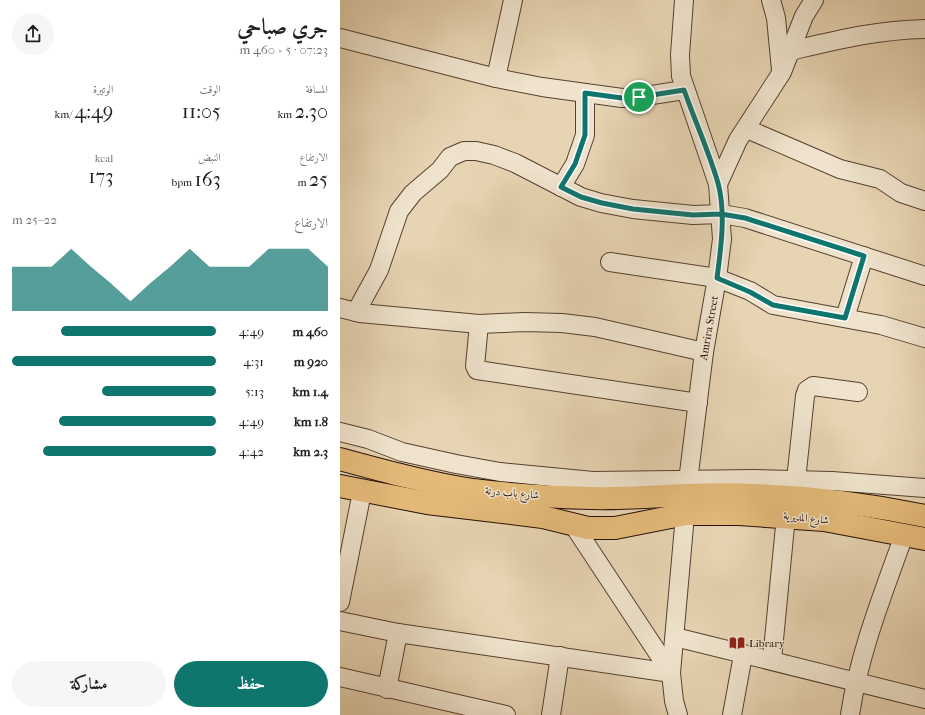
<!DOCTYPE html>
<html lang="ar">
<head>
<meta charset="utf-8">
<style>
  body { margin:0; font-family:"IM FELL French Canon",Amiri,serif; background:#f6f6f6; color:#202124; direction:rtl; height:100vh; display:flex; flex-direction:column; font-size:15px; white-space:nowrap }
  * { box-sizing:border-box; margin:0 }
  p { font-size:13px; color:#757577 }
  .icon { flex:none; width:22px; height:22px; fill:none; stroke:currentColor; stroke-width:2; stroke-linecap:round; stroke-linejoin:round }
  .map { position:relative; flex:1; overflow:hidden; direction:ltr }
  .side { display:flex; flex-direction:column; background:#fff; width:340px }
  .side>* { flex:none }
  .pin { position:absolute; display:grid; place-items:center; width:34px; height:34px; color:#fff; margin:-17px; border:2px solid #fff; border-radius:50%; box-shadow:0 1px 4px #0007 }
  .round { display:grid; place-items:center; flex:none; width:42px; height:42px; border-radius:21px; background:#f6f6f6 }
  .summary { display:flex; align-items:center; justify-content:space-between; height:68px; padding:0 12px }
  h1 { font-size:22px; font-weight:600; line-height:30px }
  .figures { display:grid; grid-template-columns:repeat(3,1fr); gap:6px; height:68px; padding:4px 12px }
  .figures div { display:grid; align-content:center }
  .figures b { font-size:20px; font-weight:600 }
  .figures small { font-size:11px; font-weight:400 }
  .figures p { font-size:11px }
  .chart { height:112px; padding:8px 12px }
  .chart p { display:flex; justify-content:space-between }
  .chart svg { width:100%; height:72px; margin-top:4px; fill:#0f766e; opacity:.7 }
  .button { display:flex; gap:8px; margin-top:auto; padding:8px 12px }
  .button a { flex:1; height:46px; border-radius:24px; background:#0f766e; color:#fff; font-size:16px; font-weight:600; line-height:46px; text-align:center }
  .button a+a { background:#f6f6f6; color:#202124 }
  ul { padding:0 12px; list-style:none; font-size:13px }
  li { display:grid; grid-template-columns:64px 48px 1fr; align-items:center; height:30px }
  li i { height:10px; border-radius:5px; background:#0f766e }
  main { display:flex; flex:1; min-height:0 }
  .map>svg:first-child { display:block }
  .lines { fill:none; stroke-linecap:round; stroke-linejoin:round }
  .minor-casing { stroke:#564030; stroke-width:20 }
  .major-casing { stroke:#260f05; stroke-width:24 }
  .minor { stroke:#efe3cd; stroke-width:18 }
  .major { stroke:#e4ba79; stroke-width:22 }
  .route-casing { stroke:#fff; stroke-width:8 }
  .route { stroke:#0f766e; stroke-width:5 }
  .labels { text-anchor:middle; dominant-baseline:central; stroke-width:3; stroke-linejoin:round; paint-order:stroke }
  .street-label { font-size:11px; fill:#260f05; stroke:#efe3cd }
  .poi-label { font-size:11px; fill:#260f05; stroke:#efe3cd; text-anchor:start }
</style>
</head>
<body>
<main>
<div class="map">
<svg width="585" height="715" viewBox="0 0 585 715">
  <rect width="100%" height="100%" fill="#e7d4b2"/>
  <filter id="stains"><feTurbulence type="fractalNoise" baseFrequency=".005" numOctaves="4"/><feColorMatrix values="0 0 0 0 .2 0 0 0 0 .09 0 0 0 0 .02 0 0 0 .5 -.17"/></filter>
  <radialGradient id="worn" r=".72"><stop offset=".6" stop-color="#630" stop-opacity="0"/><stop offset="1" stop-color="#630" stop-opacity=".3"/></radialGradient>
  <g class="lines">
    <defs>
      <g id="minor">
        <polyline points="431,0 436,18 441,70"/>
        <polyline points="0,38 156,78 202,87 282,98 299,97 344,90"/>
        <path d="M 450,51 C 497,40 536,30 585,29"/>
        <polyline points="156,78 173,0"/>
        <polyline points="407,129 500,169 540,179 561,193 585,201"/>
        <polyline points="378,184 398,140 442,72 464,16 474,0"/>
        <polyline points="221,187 235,164 245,135 245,93"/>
        <polyline points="270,262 377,278 410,291 433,305 541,325 585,338"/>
        <polyline points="0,308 20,313 139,324 184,322 222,323 255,327 364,352"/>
        <polyline points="16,312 39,270 59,211 73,193 100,170 110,157 124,151 136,151 154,155 175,163 241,197 261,203 293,209 353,215 381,214 405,218 585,276"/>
        <polyline points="505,318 524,256"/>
        <polyline points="139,324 135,366 137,370 358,403"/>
        <polyline points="0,432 28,439 62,452 116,464 160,472 253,481 414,479 492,481 585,488"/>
        <polyline points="456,480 465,396 467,390 473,386 518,392"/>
        <polyline points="234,526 331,673"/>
        <polyline points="0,602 22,492"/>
        <polyline points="0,621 58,633 331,673"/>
        <polyline points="335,637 585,699"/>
        <polyline points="432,660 446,516"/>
        <polyline points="0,677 166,715"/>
        <polyline points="47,689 58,633"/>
        <polyline points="211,715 220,656"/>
        <polyline points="338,715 334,701 331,673 348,481 364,352 377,278 382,239 378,184 341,76 340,55 344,0"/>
        <polyline points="392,715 403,655"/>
        <path d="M 510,715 C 519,653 543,594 564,535"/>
      </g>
      <g id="major">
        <path d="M 0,459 C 44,471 88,483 133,490 C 171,495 212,497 250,498 C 283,499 315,496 347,495 C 427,492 507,500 585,516"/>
        <polyline points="0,486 87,503 203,517 248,528 275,528 346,514 399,514 484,520 585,539"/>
      </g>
    </defs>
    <!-- minor casing -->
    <use href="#minor" class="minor-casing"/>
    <!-- major casing -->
    <use href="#major" class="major-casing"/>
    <!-- minor -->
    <use href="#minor" class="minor"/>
    <!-- major -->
    <use href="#major" class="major"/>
  </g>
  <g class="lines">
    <defs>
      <path id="route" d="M 299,97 L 344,90 C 355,121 369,152 378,183 C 386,213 381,248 377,278 L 410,292 L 433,305 L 505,318 L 524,256 L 405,218 L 381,214 L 353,215 L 293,209 L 262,203 L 241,197 L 221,187 L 235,164 L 245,135 L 245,93 L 282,98 L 299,97"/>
    </defs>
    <!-- route casing -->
    <use href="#route" class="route-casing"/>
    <!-- route -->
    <use href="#route" class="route"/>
  </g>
  <!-- icons -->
  <defs>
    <symbol id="library-bare" viewBox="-9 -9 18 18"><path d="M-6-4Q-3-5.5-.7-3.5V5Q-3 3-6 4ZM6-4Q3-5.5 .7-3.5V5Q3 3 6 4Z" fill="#8f2418" stroke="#efe3cd" stroke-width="2.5" paint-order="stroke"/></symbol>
  </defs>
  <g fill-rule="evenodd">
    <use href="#library-bare" x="386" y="632" width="22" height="22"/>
  </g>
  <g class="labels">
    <!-- street labels -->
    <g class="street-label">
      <text transform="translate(369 328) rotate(-80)">Amrira Street</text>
      <text transform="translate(172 493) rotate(5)">شارع باب درنة</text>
      <text transform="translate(466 518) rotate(6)">شارع المديرية</text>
    </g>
    <!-- poi labels -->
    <g class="poi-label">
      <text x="409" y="643">Library</text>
    </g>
  </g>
  <rect width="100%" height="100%" filter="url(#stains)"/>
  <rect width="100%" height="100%" fill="url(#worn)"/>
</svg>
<div class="pin" style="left:299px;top:97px;background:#1e9e55"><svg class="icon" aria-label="arrive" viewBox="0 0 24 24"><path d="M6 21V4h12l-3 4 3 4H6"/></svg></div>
</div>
<section class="side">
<div class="summary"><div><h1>جري صباحي</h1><p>07:23 · 5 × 460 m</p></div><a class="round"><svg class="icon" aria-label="share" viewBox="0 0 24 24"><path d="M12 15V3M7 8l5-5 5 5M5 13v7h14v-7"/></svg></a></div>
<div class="figures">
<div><p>المسافة</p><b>2.30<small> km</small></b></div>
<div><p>الوقت</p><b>11:05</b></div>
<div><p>الوتيرة</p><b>4:49<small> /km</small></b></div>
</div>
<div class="figures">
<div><p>الارتفاع</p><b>25<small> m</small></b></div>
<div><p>النبض</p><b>163<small> bpm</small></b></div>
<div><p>kcal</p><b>173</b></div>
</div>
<div class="chart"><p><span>الارتفاع</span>22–25 m</p>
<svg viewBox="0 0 160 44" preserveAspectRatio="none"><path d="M0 44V17L10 17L20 17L30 6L40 17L50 27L60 38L70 27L80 17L90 6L100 17L110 17L120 17L130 6L140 6L150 6L160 17V44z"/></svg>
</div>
<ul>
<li><b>460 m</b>4:49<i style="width:76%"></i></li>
<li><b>920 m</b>4:31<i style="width:100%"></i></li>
<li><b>1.4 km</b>5:13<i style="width:56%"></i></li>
<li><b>1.8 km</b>4:49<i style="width:77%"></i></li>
<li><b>2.3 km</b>4:42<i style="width:85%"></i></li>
</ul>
<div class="button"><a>حفظ</a><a>مشاركة</a></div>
</section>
</main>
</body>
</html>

* **Problem details**: Wherever "linecap" appears in a line of the entries, copy that line.

* **Answer area**:
  .icon { flex:none; width:22px; height:22px; fill:none; stroke:currentColor; stroke-width:2; stroke-linecap:round; stroke-linejoin:round }
  .lines { fill:none; stroke-linecap:round; stroke-linejoin:round }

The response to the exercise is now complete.